Erosion is the process of moving rock or sediment from one area to another. There are
several different forces that can act as agents of erosion. These include water, wind, ice,
and gravity. The strength of water, wind, and ice varies. The more powerful these
erosional agents, the bigger the pieces of rocks they move. For example, a slight breeze
can blow dirt and sand around, but hurricane-force winds can move boulders. Typically,
water in rivers moves sediment from upstream to downstream and the water usually
deposits that sediment into bays, gulfs, or oceans. Wind moves sediment along Earth’s
surface and is an important erosional agent in flat areas, such as in deserts or on the
plains. Ice is one of the most powerful erosional agents. A glacier can drag large boulders
under its ice and deposit the boulders hundreds to thousands of miles away. Gravity
moves rocks and sediments downhill. Landslides and mudslides are erosional events
where rocks and sediments are moved from a high elevation to a low elevation (due to
gravity). Eroded materials are deposited when gravity overcomes the force of the
erosional agent. For example, in a river, sediments deposit when the force of the moving
water can no longer overcome the force of gravity.

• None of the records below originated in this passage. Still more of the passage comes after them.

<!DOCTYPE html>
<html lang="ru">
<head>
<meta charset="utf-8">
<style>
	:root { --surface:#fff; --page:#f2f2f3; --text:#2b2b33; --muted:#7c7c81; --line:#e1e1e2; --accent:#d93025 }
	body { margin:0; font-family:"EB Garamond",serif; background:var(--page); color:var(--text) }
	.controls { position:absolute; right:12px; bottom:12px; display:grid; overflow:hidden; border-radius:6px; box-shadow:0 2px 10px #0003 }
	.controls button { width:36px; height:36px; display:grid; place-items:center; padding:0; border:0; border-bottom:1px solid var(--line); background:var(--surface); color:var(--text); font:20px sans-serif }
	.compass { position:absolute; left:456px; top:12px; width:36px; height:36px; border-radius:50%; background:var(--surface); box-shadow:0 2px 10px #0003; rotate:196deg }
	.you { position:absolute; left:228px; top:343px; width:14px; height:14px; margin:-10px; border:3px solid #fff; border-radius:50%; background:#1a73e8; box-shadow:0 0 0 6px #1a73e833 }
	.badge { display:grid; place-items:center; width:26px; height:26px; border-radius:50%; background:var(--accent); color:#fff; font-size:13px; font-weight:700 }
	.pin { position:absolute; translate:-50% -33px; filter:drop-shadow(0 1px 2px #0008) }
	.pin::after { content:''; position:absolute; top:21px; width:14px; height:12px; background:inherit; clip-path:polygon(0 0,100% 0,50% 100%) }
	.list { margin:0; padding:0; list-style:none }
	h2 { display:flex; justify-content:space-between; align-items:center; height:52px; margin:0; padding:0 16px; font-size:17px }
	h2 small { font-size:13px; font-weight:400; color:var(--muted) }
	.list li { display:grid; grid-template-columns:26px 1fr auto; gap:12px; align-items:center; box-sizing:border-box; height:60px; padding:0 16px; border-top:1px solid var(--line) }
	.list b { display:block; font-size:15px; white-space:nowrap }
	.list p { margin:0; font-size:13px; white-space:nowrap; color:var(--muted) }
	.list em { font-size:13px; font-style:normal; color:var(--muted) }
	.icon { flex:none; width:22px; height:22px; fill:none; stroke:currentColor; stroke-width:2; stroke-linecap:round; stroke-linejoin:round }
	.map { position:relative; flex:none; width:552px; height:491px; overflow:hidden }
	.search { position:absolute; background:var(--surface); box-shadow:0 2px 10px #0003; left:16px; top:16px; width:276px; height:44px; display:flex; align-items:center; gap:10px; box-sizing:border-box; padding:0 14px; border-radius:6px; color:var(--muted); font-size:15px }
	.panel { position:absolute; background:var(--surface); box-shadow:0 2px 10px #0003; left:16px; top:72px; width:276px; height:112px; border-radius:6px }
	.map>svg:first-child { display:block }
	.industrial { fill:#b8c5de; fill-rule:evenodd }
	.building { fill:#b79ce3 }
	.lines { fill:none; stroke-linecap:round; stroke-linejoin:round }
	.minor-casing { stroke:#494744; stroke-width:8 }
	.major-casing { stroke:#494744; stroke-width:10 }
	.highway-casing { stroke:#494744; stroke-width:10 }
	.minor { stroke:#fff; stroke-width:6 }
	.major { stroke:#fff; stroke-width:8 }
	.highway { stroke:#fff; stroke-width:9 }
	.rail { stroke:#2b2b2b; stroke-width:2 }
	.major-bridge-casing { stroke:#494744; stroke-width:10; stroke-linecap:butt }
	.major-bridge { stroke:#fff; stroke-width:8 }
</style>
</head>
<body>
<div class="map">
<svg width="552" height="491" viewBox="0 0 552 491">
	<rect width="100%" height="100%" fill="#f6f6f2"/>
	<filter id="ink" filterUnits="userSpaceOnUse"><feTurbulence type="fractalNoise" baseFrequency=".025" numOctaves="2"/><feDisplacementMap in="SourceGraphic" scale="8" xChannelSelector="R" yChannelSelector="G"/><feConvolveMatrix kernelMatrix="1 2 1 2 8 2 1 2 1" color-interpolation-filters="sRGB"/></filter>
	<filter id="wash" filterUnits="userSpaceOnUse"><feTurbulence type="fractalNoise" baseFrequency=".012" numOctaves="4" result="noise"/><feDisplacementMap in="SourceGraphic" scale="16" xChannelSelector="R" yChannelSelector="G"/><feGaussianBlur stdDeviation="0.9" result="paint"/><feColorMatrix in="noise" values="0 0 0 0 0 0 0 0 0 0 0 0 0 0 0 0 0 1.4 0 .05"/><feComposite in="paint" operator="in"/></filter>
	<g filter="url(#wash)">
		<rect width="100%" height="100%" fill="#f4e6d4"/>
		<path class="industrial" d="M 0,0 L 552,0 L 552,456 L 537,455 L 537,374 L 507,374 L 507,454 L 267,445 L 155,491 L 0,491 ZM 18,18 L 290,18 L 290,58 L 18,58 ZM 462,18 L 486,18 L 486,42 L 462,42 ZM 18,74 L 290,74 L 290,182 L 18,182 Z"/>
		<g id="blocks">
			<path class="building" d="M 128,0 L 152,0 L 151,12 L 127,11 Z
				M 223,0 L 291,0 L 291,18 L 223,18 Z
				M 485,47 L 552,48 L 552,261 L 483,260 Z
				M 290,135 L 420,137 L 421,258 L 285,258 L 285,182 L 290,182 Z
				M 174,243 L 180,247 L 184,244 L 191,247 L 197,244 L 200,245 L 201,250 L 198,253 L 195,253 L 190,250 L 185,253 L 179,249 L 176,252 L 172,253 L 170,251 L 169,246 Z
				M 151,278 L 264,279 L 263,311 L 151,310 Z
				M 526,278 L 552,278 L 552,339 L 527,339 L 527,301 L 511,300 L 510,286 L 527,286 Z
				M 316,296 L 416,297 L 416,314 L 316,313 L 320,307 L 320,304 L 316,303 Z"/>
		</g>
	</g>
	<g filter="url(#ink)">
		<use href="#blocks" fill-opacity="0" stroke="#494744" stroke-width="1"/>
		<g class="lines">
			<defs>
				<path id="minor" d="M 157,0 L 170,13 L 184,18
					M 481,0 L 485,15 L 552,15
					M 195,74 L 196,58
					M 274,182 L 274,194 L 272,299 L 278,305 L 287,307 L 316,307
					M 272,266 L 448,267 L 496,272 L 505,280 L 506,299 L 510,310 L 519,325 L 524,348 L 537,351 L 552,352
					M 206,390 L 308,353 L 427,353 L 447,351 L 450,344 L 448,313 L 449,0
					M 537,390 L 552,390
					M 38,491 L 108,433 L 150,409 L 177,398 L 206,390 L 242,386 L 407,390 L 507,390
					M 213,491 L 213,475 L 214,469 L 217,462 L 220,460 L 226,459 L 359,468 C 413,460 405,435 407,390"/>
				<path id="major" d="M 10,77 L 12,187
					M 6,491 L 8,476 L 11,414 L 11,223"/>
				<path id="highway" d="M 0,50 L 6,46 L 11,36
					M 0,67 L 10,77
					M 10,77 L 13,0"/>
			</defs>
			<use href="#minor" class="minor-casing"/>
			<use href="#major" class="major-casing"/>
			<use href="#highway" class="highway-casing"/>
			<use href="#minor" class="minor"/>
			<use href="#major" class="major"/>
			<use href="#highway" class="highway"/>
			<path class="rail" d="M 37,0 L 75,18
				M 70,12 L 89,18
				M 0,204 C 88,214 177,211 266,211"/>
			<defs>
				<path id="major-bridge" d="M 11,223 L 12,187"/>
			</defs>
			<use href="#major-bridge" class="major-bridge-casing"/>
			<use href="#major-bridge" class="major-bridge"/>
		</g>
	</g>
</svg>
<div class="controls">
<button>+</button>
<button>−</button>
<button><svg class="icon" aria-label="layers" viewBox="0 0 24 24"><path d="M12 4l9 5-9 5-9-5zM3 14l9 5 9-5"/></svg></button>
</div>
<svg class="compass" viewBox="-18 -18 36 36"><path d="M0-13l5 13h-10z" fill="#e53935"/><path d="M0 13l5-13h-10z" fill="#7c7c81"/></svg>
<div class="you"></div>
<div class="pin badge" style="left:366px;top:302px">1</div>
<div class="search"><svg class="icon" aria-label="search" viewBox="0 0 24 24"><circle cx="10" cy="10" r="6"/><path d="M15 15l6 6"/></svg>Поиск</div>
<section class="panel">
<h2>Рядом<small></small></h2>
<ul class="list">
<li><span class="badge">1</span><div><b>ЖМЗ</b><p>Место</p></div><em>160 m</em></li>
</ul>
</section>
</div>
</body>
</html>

Weathering, erosion, and deposition lead to changes in Earth’s surface. Scientists have
many tools at their disposal to keep track of these changes. Topographic maps show
changes to the elevation in an area. Elevation can be continuously measured, which
allows scientists to monitor how the elevation of an area changes over time. For example,
using a topographic map made ten years ago, scientists can re-measure the elevation of a
mountain on all sides and determine if one side of the mountain is being weathered and
eroded or not. Satellite technology also allows scientists to monitor how Earth’s surface
is changing. Once a year, Scientists can direct satellites to pass over the same area on
Earth’s surface and take a photograph of the area, allowing the scientists to measure how
the surface changes with time. They can observe mountains growing or shrinking,
glaciers retreating, and rivers changing shape and direction. Knowing how Earth’s
surface has changed in the past allows scientists to predict how Earth’s surface may
change in the future - due to the processes of weathering, erosion, and deposition.